RE:Don't drink all the Kool-Adetempletooth2 wrote: Very random thoughts from a not-very-committed shareholder:
- Under the NCIB the company bought back 5 million+ shares at about $6.04 per share. You would have to think any takeover bid would have to be nicely in excess of that price.
- The weighted average exercise price of some 2.8 million stock options outstanding is $8.60
- There are billions and billions of private-equity dollars sitting in takeover funds. Buying CTS just before a recession would take some nerve, but remember, the potential audience here is the professional investor class. These people know one should buy high and sell higher. Putting that axiom into practice is hugely difficult in the teeth of a recession.
- The greatest impediment to a deal is probably management, or rather, management's expectations. If bids cluster around the $8 level, will management accede? Or will they reject on the theory there's much more available at the end of the rainbow.
- Age-old dilemma: $8 today or $10+ some years down the road. Having spent 2 years or more assembling this baby, there's substantial risk management can accept someone else's idea of value here.
- If an $8 bid is rejected, expect this baby to visit the $3 level in the proverbial blink. Obviously, I don't know the risk of this negative scenario playing out, but it's a lot higher than 5% IMO. Likely more like 25%.
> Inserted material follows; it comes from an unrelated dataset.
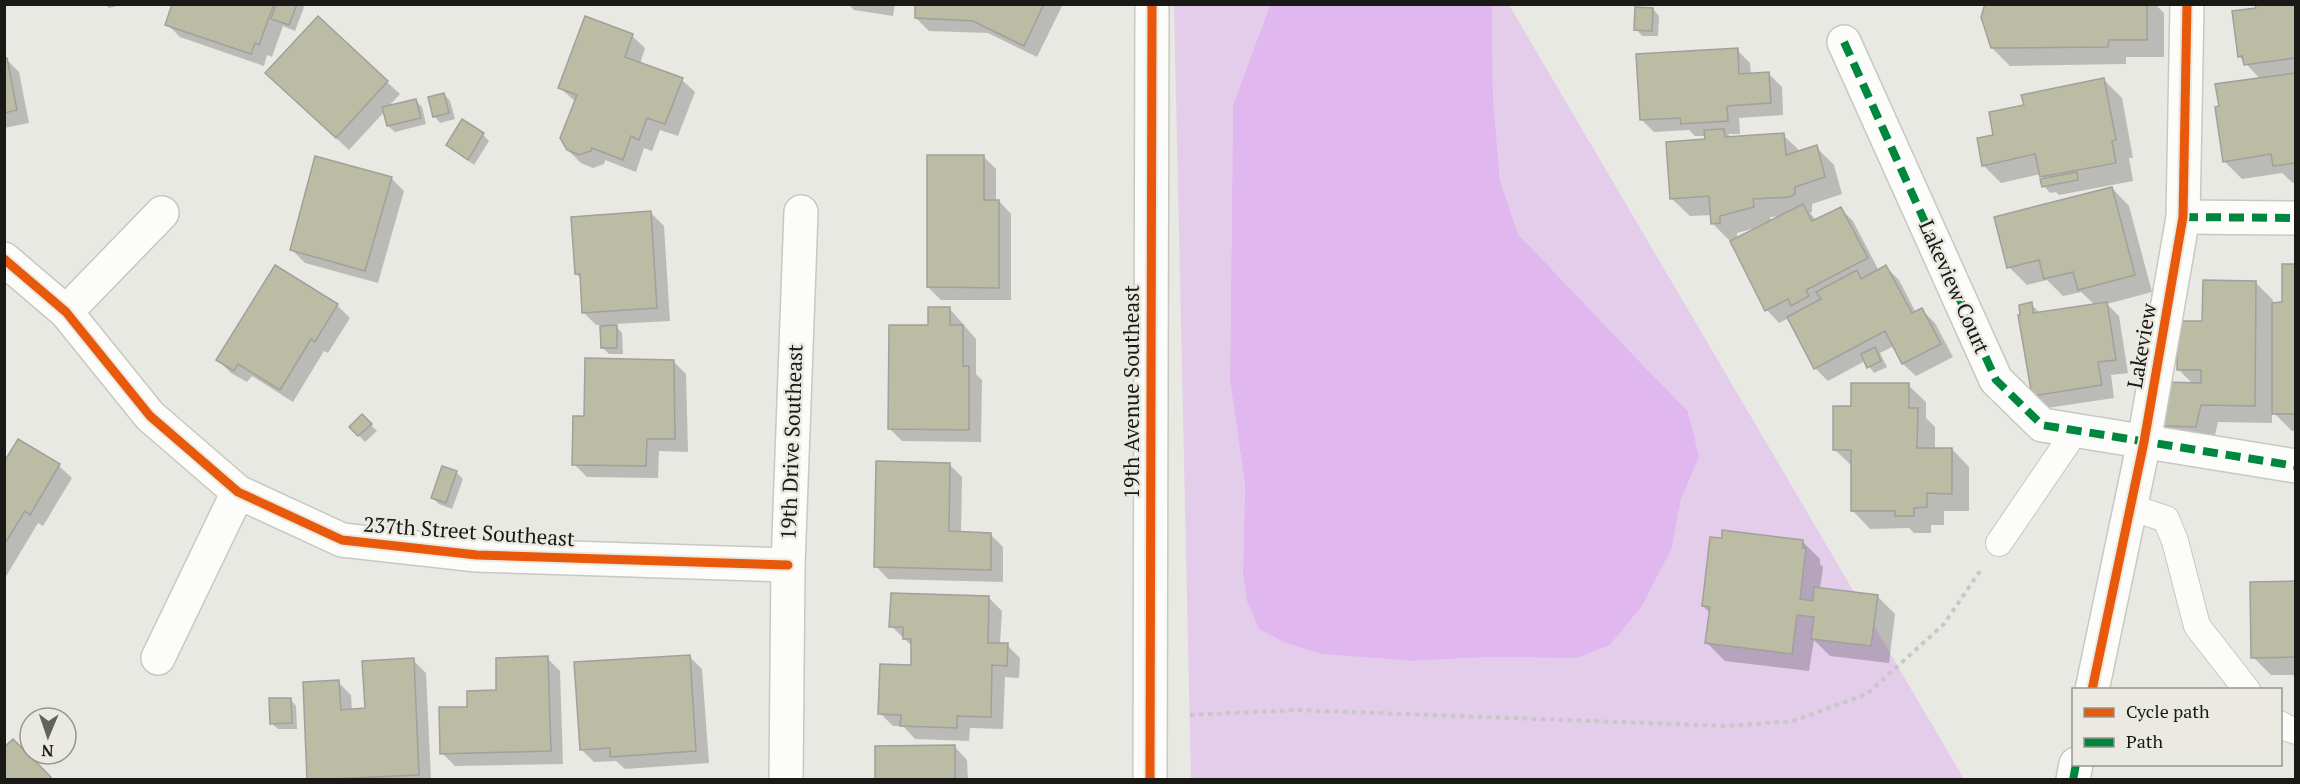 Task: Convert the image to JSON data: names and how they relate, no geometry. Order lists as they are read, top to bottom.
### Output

I agree. If another party offers $8 or more per share, sell IMO. If the best offer is higher, great, If not and the CTS committee does not recommend a sale to shareholders, my guess is the share price will get hit again as it appears CTS paid way too much for acquisitions during the tech boom years and thus generated a huge Goodwill number which will likely be subject to a writedown at some future point in my view. Add too much debt and product-heavy revenue to the mix and it doesn't look good, especially in a now rising interest rate and inflationary environment with the possibility of a recession in 2023. I still don't own shares, but if I did, it would be solely in the hopes of a takeout at a decent premium. Another option is a hostile takeover offer made directly to shareholders by the interested suitor should the Committee reject all firm takeover bids.
Hope existing shareholders do get a nice takeover offer to vote on.